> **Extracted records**
▶
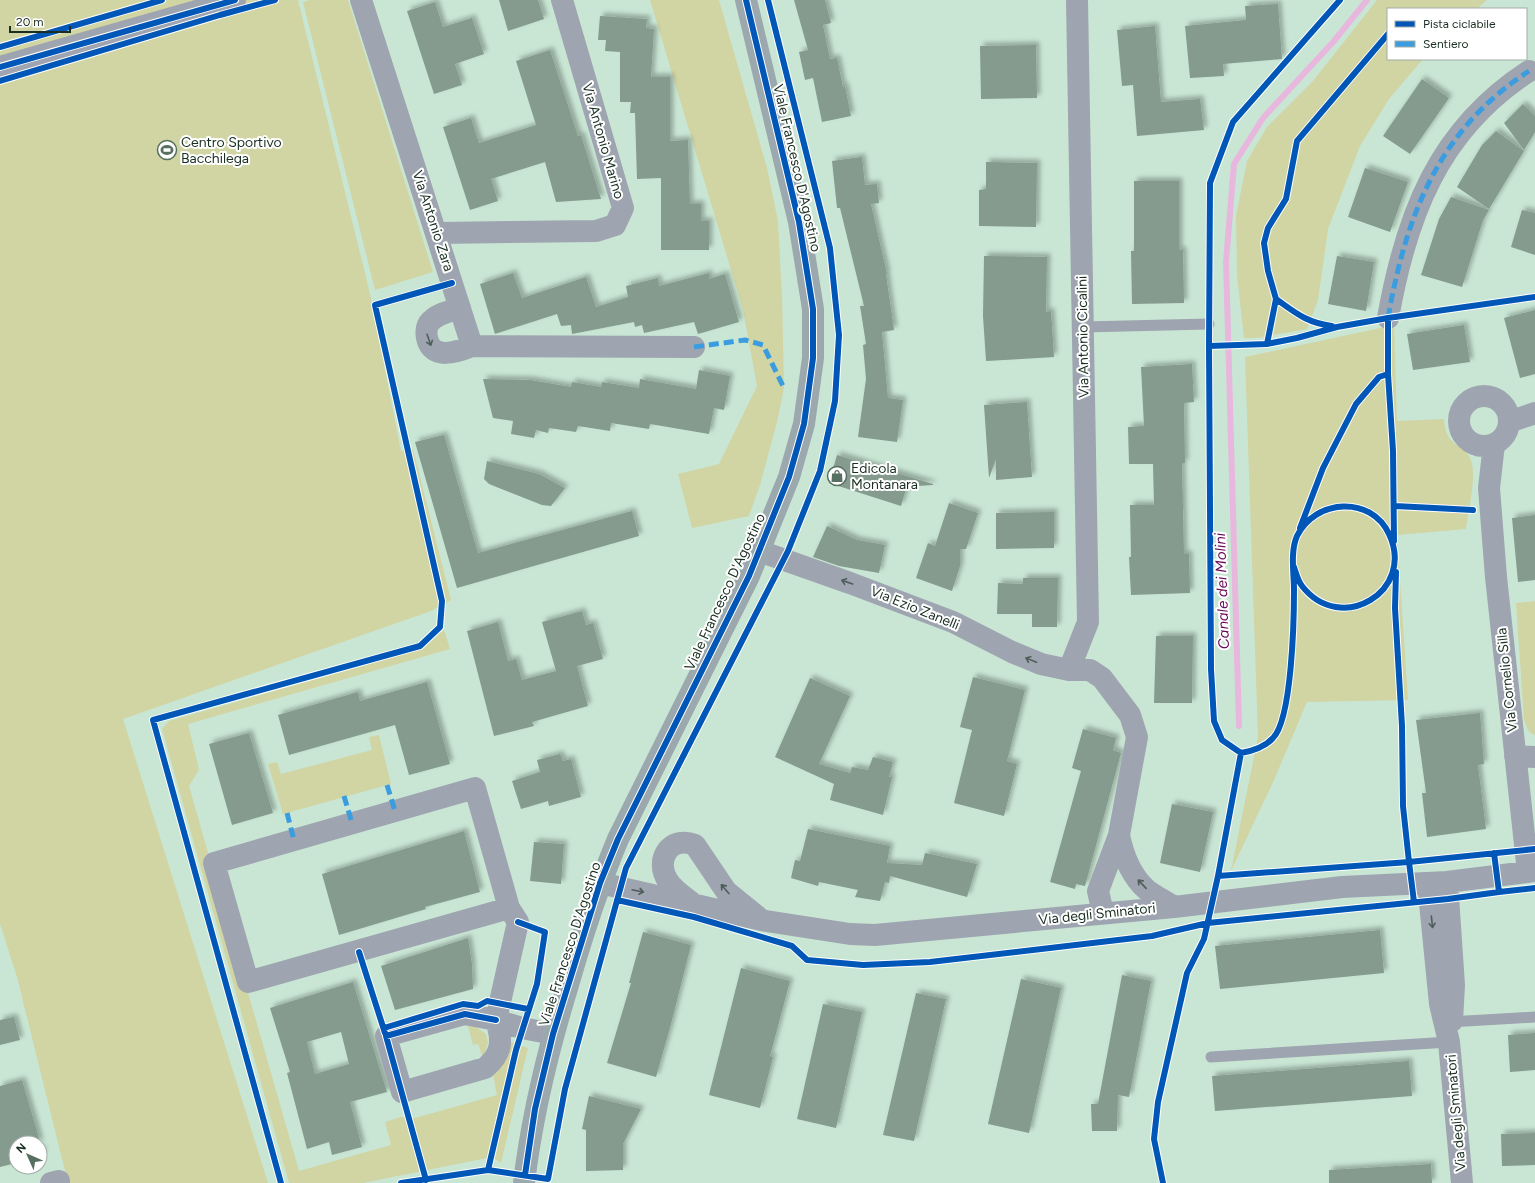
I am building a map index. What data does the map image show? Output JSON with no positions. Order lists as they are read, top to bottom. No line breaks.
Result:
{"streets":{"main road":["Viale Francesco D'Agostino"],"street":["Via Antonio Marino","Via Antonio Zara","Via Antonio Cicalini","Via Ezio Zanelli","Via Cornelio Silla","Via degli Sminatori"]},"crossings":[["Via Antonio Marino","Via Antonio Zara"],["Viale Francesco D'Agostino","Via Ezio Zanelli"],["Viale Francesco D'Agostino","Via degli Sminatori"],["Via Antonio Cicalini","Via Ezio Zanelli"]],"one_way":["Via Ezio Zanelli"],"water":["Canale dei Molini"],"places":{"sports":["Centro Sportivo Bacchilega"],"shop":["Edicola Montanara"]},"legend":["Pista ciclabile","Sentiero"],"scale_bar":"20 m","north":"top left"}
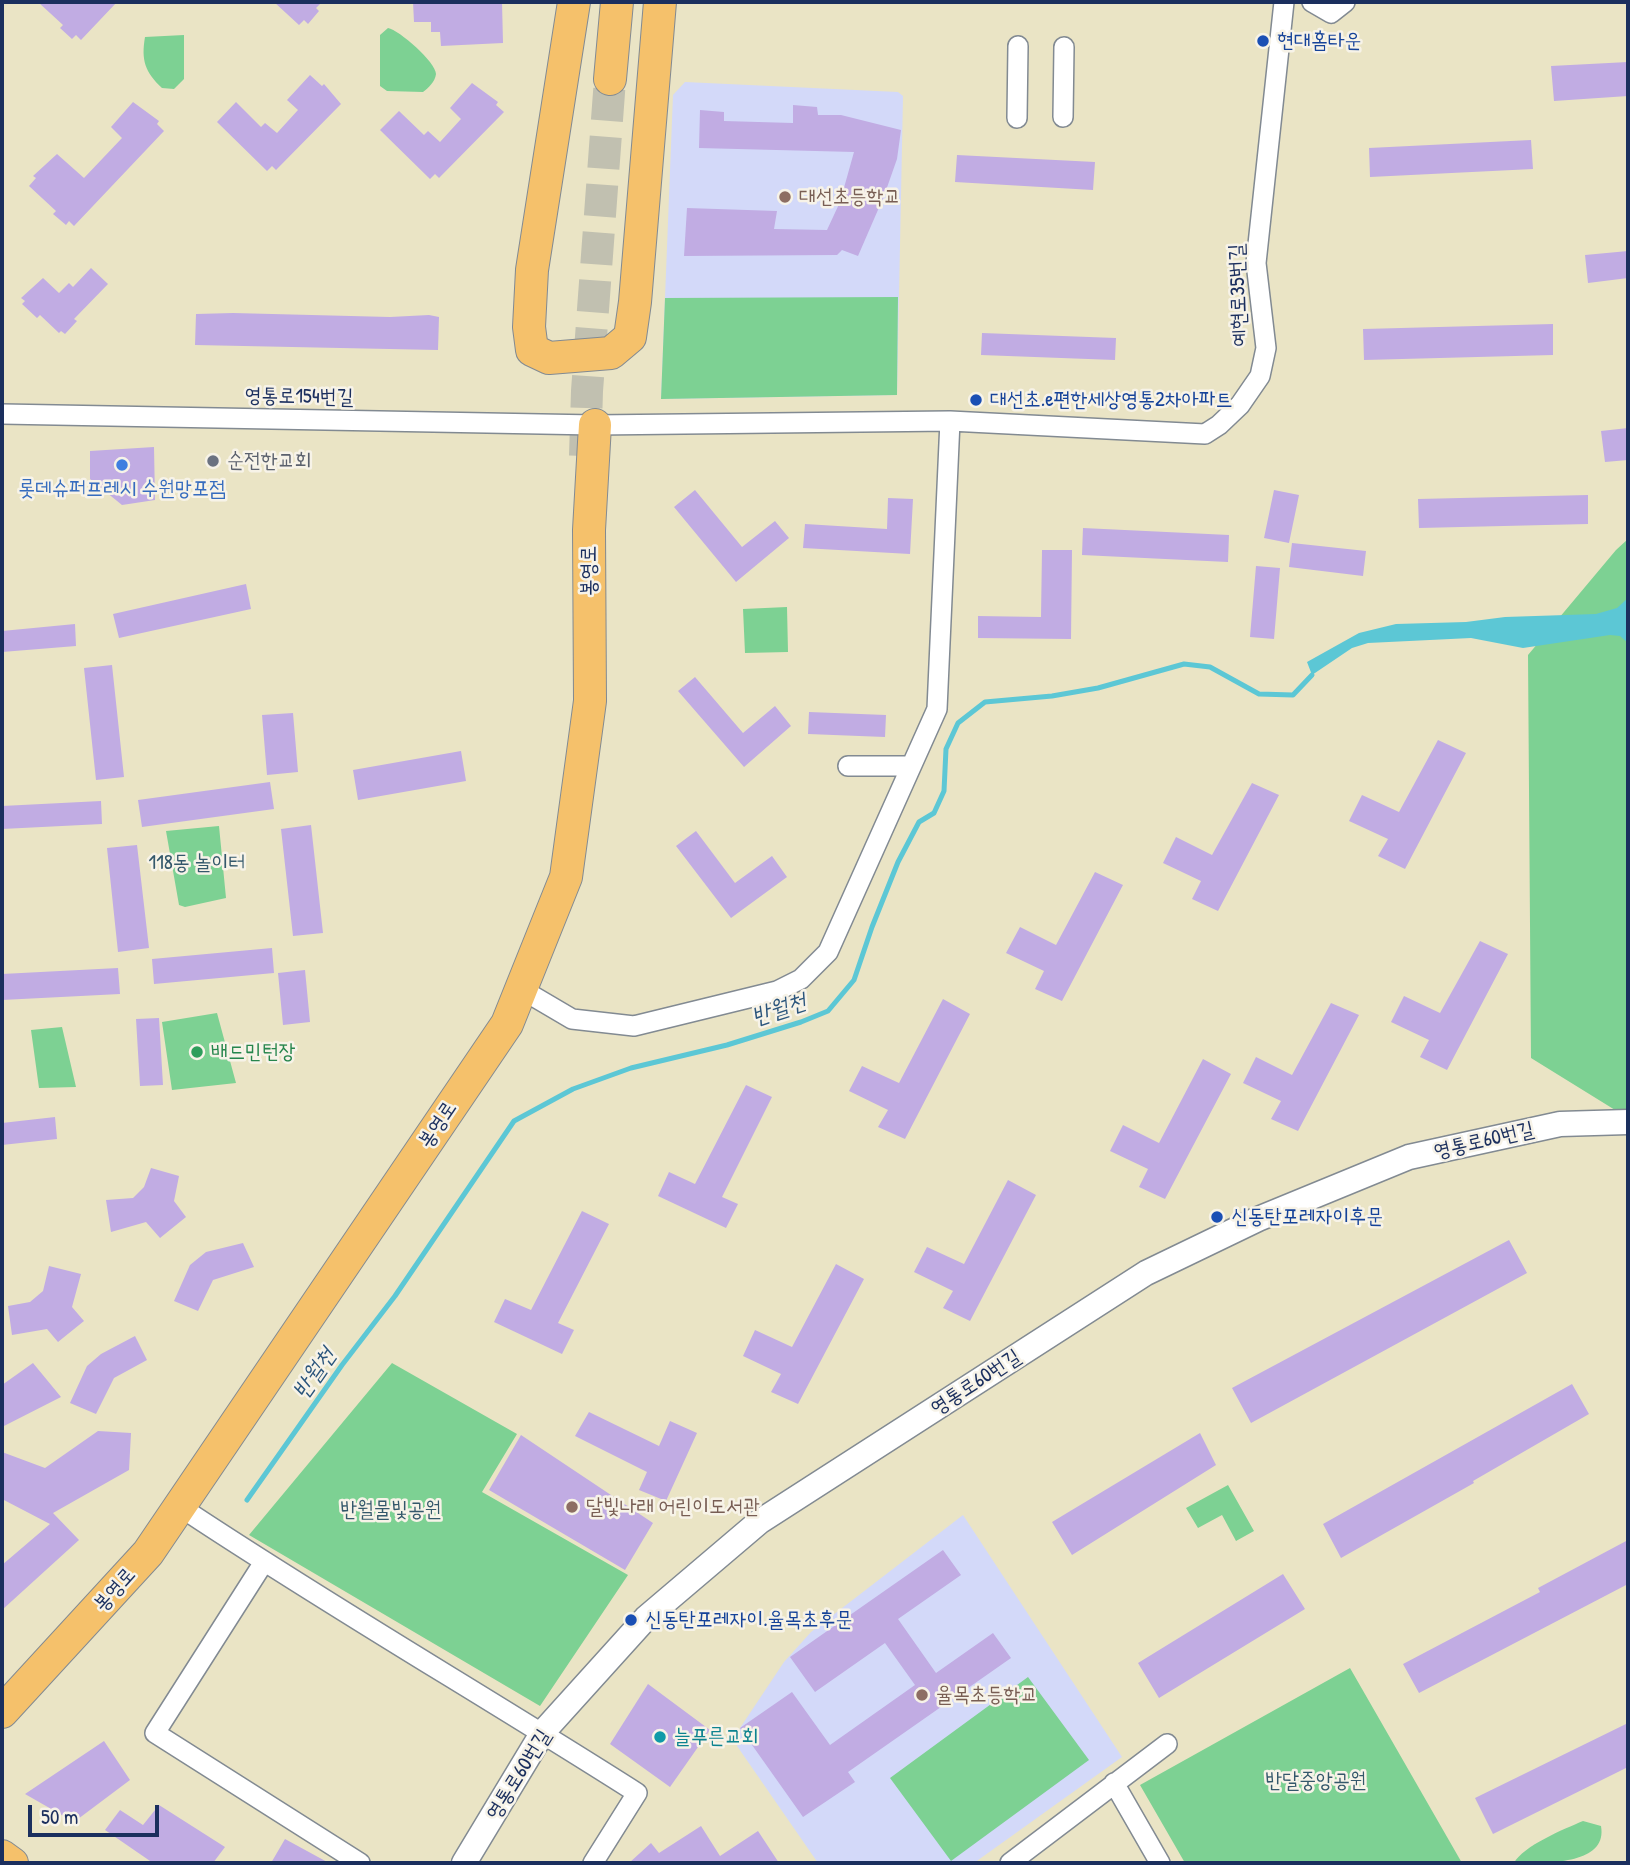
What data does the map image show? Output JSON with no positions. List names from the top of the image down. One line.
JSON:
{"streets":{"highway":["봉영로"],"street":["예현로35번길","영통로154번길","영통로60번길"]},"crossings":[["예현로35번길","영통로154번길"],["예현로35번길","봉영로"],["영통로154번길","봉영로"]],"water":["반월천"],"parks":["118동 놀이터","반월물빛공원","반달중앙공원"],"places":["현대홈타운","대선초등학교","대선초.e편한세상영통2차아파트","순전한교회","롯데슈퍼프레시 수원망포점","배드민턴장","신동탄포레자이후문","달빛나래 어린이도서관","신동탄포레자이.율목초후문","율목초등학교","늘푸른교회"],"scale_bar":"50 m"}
◀
> **Exercise**
Please transcribe every record above exactly as written, leaving out the pictures.

> **The completed task**
I am building a map index. What data does the map image show? Output JSON with no positions. Order lists as they are read, top to bottom. No line breaks.
Result:
{"streets":{"main road":["Viale Francesco D'Agostino"],"street":["Via Antonio Marino","Via Antonio Zara","Via Antonio Cicalini","Via Ezio Zanelli","Via Cornelio Silla","Via degli Sminatori"]},"crossings":[["Via Antonio Marino","Via Antonio Zara"],["Viale Francesco D'Agostino","Via Ezio Zanelli"],["Viale Francesco D'Agostino","Via degli Sminatori"],["Via Antonio Cicalini","Via Ezio Zanelli"]],"one_way":["Via Ezio Zanelli"],"water":["Canale dei Molini"],"places":{"sports":["Centro Sportivo Bacchilega"],"shop":["Edicola Montanara"]},"legend":["Pista ciclabile","Sentiero"],"scale_bar":"20 m","north":"top left"}
What data does the map image show? Output JSON with no positions. List names from the top of the image down. One line.
JSON:
{"streets":{"highway":["봉영로"],"street":["예현로35번길","영통로154번길","영통로60번길"]},"crossings":[["예현로35번길","영통로154번길"],["예현로35번길","봉영로"],["영통로154번길","봉영로"]],"water":["반월천"],"parks":["118동 놀이터","반월물빛공원","반달중앙공원"],"places":["현대홈타운","대선초등학교","대선초.e편한세상영통2차아파트","순전한교회","롯데슈퍼프레시 수원망포점","배드민턴장","신동탄포레자이후문","달빛나래 어린이도서관","신동탄포레자이.율목초후문","율목초등학교","늘푸른교회"],"scale_bar":"50 m"}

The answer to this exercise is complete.